L’Abside de Notre-Dame – The Apse of Notre-Dame, Paris, 3rd State, 1854
Charles Meryon
1821 – Paris – 1868
L’Abside de Notre-Dame – The Apse of Notre-Dame, Paris 1854
etching with engraving and drypoint on thin laid paper; 163 x 300 mm (6 7/16 x 11 3/4 inches)
annotated in pencil at lower left “B. 50 [!] 1e non termine”
Burty 52; Delteil 38 third state (of eight); Schneiderman 45 third state (of nine)
watermark
CONTRIBUTIONS DIRECTES
provenance
Émile Galichon (1829-1875), Paris (Lugt 856; cf. also Lugt 1058f, which mentions his posthumous 1875 sale of Meryon.)

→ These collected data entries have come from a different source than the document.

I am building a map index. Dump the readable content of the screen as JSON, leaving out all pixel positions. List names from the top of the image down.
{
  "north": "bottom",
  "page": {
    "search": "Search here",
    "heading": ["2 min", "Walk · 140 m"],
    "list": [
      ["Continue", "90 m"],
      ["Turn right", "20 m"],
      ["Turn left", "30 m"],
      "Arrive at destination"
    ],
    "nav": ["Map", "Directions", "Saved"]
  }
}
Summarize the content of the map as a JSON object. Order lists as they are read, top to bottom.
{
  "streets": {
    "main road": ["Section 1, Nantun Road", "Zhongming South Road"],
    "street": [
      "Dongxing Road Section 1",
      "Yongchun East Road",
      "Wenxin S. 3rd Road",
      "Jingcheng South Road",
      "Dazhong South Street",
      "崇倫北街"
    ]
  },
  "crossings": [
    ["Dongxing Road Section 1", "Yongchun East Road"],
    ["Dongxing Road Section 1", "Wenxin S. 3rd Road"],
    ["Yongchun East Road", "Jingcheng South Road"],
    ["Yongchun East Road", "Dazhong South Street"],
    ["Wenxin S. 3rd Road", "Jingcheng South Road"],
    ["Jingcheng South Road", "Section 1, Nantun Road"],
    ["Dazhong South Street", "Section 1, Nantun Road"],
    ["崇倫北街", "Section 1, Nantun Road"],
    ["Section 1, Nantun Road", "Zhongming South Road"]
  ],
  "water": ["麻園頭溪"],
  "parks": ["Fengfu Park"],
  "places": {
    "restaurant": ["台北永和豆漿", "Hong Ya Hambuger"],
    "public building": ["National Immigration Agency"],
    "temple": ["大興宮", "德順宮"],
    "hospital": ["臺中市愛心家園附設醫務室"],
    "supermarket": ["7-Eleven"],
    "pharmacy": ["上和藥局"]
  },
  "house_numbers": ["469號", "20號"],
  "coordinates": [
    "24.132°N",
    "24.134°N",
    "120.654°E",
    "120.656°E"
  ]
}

his sale, Paris (expert Clément), May 10-14, 1875
Phillipe Burty (1830-1890), Paris (Lugt 413; cf. the entry Lugt 2071 which mentions the sales of Burty’s collection)
his sale, Sotheby’s, London, April 27ff., 1876
possibly Francis Seymour Haden, London and Arlesford (cf. Lugt 1227 et al.; not stamped but annotated in pencil verso “Haden”)
Lugt refers to the sale (April 27 ff., Paris) of Burty’s first state impression of L’Abside; this is incorrect since the first state is unique (it is in the National Gallery, with an extensive provenance not including Burty); quite certainly Lugt is referring to our impression (which is also incorrectly noted as a first state in pencil on the recto, lower left). (Lugt: Dans cette vente figurait son œuvre exceptionnel de Meryon, 217 pièces en états variés, dont nous citons : L’Abside de Notre-Dame, 1r ét. £ 17….)
Phillipe Burty was an eminent art critic and collector; he was among the first to recognize the genius of Meryon, and wrote the first catalogue raisonne of his work.
Burty wrote of L’Abside: “The view of Notre-Dame…is a magisterial sight. The church of Notre Dame seems to have exerted a great attraction on the dreamy spirit of the artist. It has dictated to a poet [Victor Hugo] one of the beautiful books of our generation; it has inspired in Meryon his most beautiful plate.”